Epidemiology of metabolic health
Lifestyle determinants and health-related quality of life
PhD ceremony: S.N. Slagter
When: January 11, 2017
Promotor: prof. dr. B.H.R. (Bruce) Wolffenbuttel
Where: Academy building RUG, open to the public.
Faculty: Medical Sciences / UMCG
Overweight and obesity often lead to the development of a disturbed glucose metabolism, increased blood pressure and a disturbed fat profile (too low values of the “good” HDL-cholesterol and high triglycerides values). This combination of metabolic complications is called the metabolic syndrome. It is associated with an increased risk of type 2 diabetes and cardiovascular diseases. Approximately one in four Europeans have the metabolic syndrome. Even though it is usually caused by obesity, a sub-group of obese people seem to be less susceptible to the metabolic health risks. They have an equally healthy metabolism as lean people. In the literature, this is referred to as metabolically healthy obese.

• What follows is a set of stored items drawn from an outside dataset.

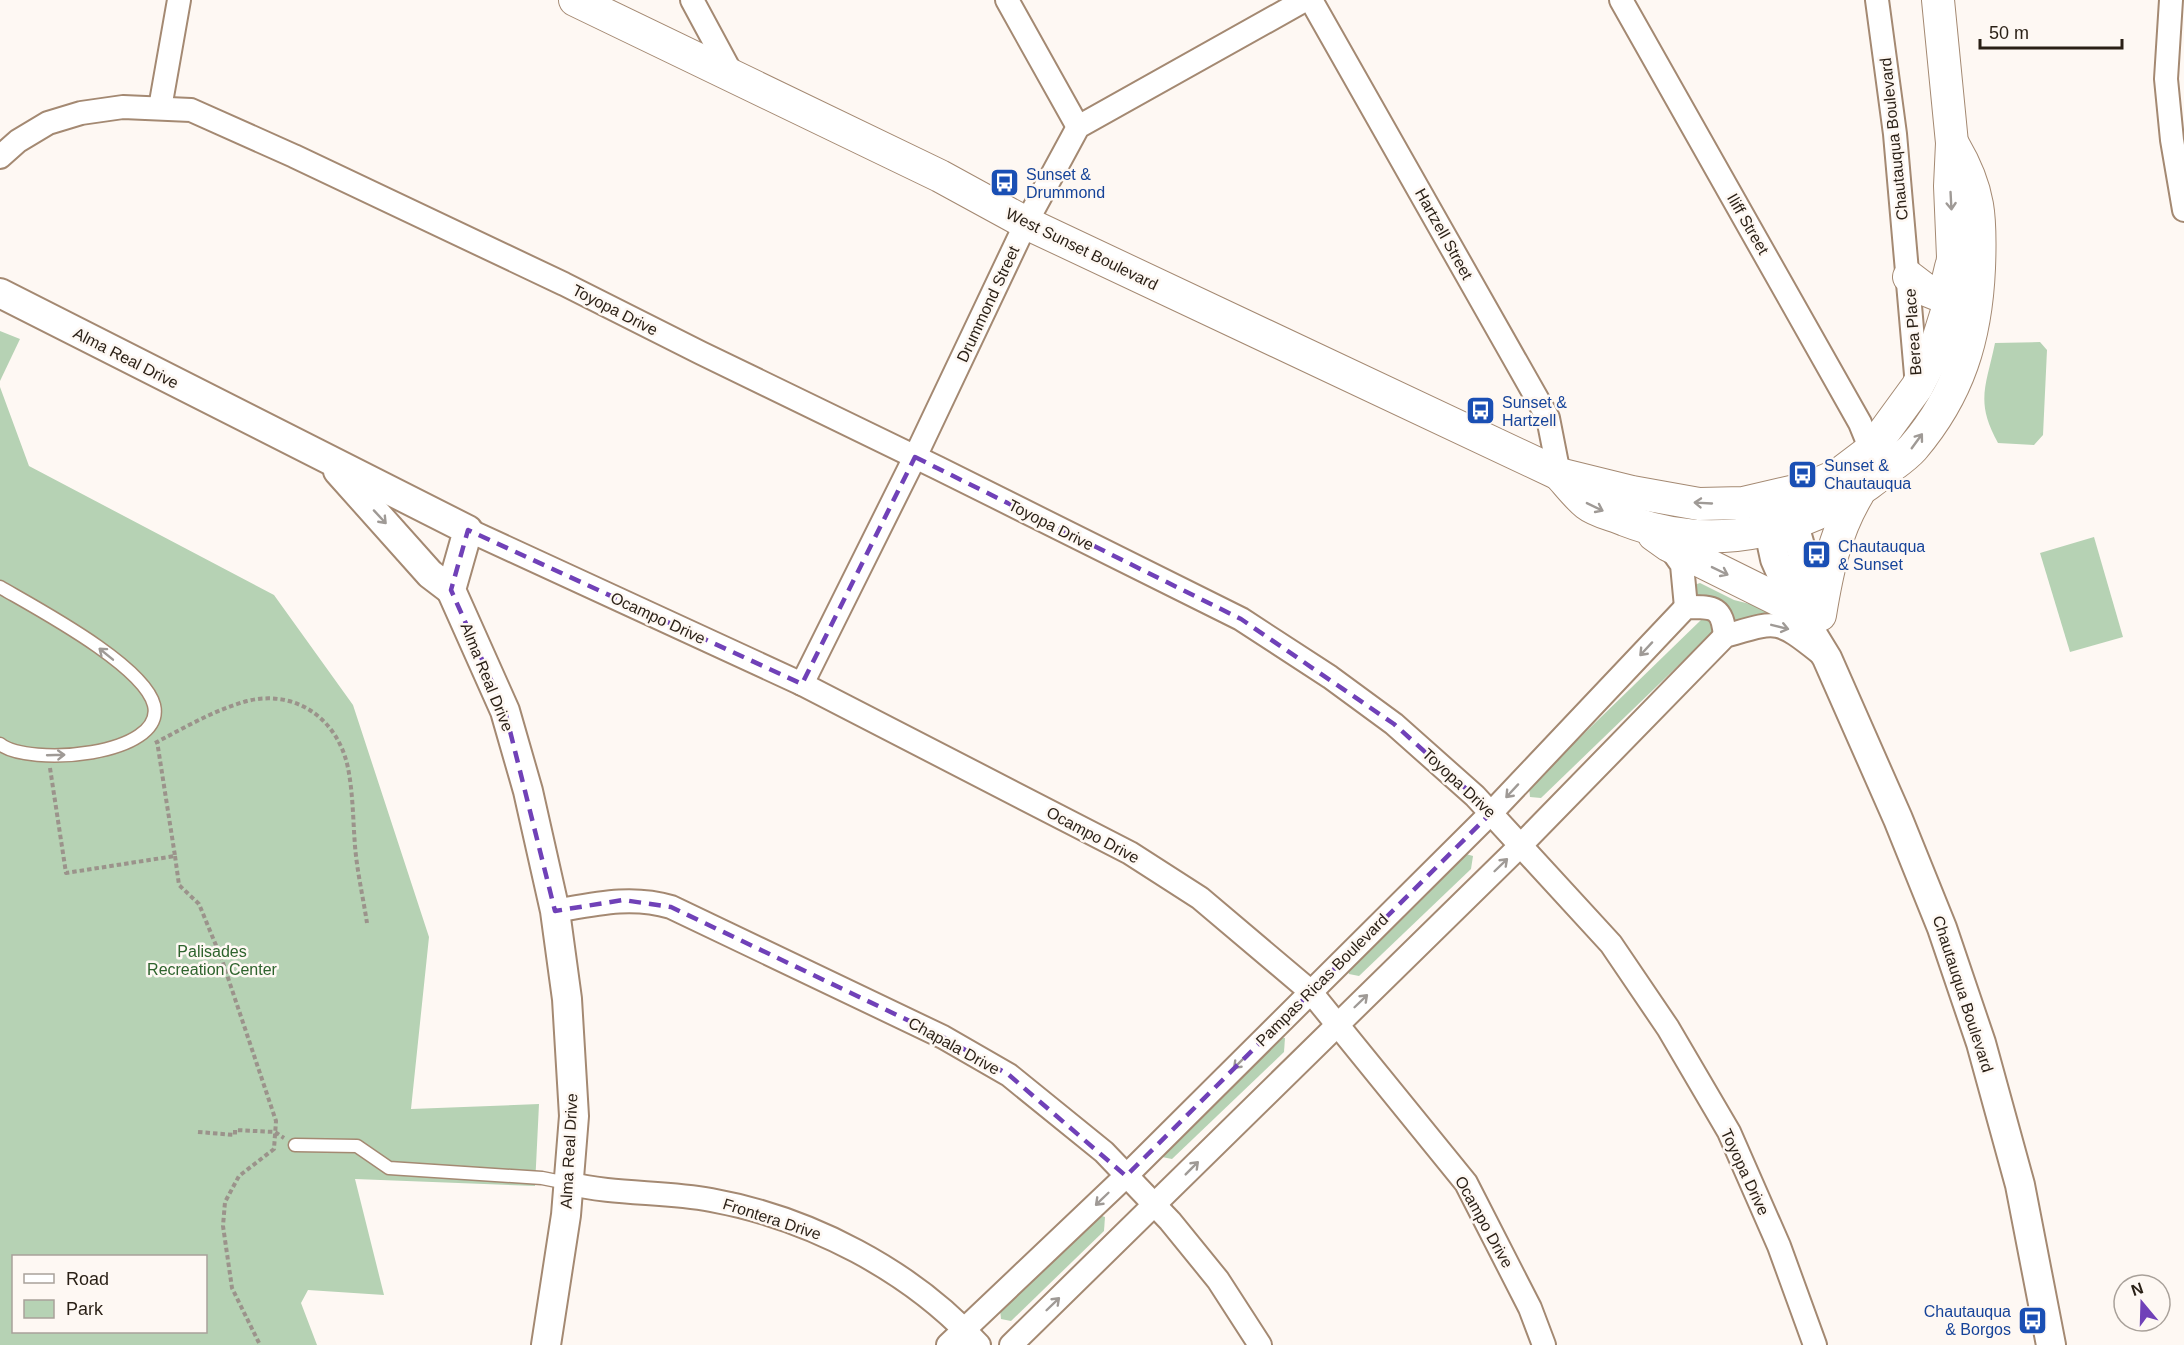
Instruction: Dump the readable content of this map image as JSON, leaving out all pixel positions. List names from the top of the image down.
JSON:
{
  "streets": {
    "main road": ["West Sunset Boulevard"],
    "street": [
      "Chautauqua Boulevard",
      "Iliff Street",
      "Hartzell Street",
      "Drummond Street",
      "Toyopa Drive",
      "Berea Place",
      "Alma Real Drive",
      "Ocampo Drive",
      "Pampas Ricas Boulevard",
      "Chapala Drive",
      "Frontera Drive"
    ]
  },
  "crossings": [
    ["Chautauqua Boulevard", "West Sunset Boulevard"],
    ["Chautauqua Boulevard", "Berea Place"],
    ["Iliff Street", "West Sunset Boulevard"],
    ["Hartzell Street", "West Sunset Boulevard"],
    ["West Sunset Boulevard", "Drummond Street"],
    ["West Sunset Boulevard", "Berea Place"],
    ["Drummond Street", "Toyopa Drive"],
    ["Drummond Street", "Ocampo Drive"],
    ["Toyopa Drive", "Pampas Ricas Boulevard"],
    ["Alma Real Drive", "Ocampo Drive"],
    ["Alma Real Drive", "Chapala Drive"],
    ["Alma Real Drive", "Frontera Drive"],
    ["Ocampo Drive", "Pampas Ricas Boulevard"],
    ["Pampas Ricas Boulevard", "Chapala Drive"],
    ["Pampas Ricas Boulevard", "Frontera Drive"]
  ],
  "parks": ["Palisades Recreation Center"],
  "places": {
    "bus stop": [
      "Sunset & Drummond",
      "Sunset & Hartzell",
      "Sunset & Chautauqua",
      "Chautauqua & Sunset",
      "Chautauqua & Borgos"
    ]
  },
  "legend": ["Road", "Park"],
  "scale_bar": "50 m",
  "north": "top"
}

In ten large population studies from seven different European countries the occurrence of the metabolic syndrome and metabolically healthy obesity has been estimated. The metabolic syndrome is common in Europe and the Netherlands. However, in the Dutch LifeLines study still nearly 1 out of 4 obese women and 1 out of 10 obese men are metabolically healthy (depending on their age). From studies with LifeLines data only, it seems that smoking-, drinking-, eating- and exercise behaviours of these people is important. The level of tobacco use and drinking more than one alcoholic beverage per day was already related to the development of the metabolic syndrome. However, a ‘healthy’ dietary pattern and intensive vigorous physical activity increased in obese people the chance of metabolically healthy obesity. Actively changing lifestyle factors will reduce the number of people developing the metabolic syndrome, and consequently will reduce the incidence of type 2 diabetes and cardiovascular diseases. However, even before these more serious chronic conditions occur, obese subjects (without metabolic complications) had an impaired quality of life. Therefore, in the treatment of obesity it is advisable to take into account aspects relating to the quality of life.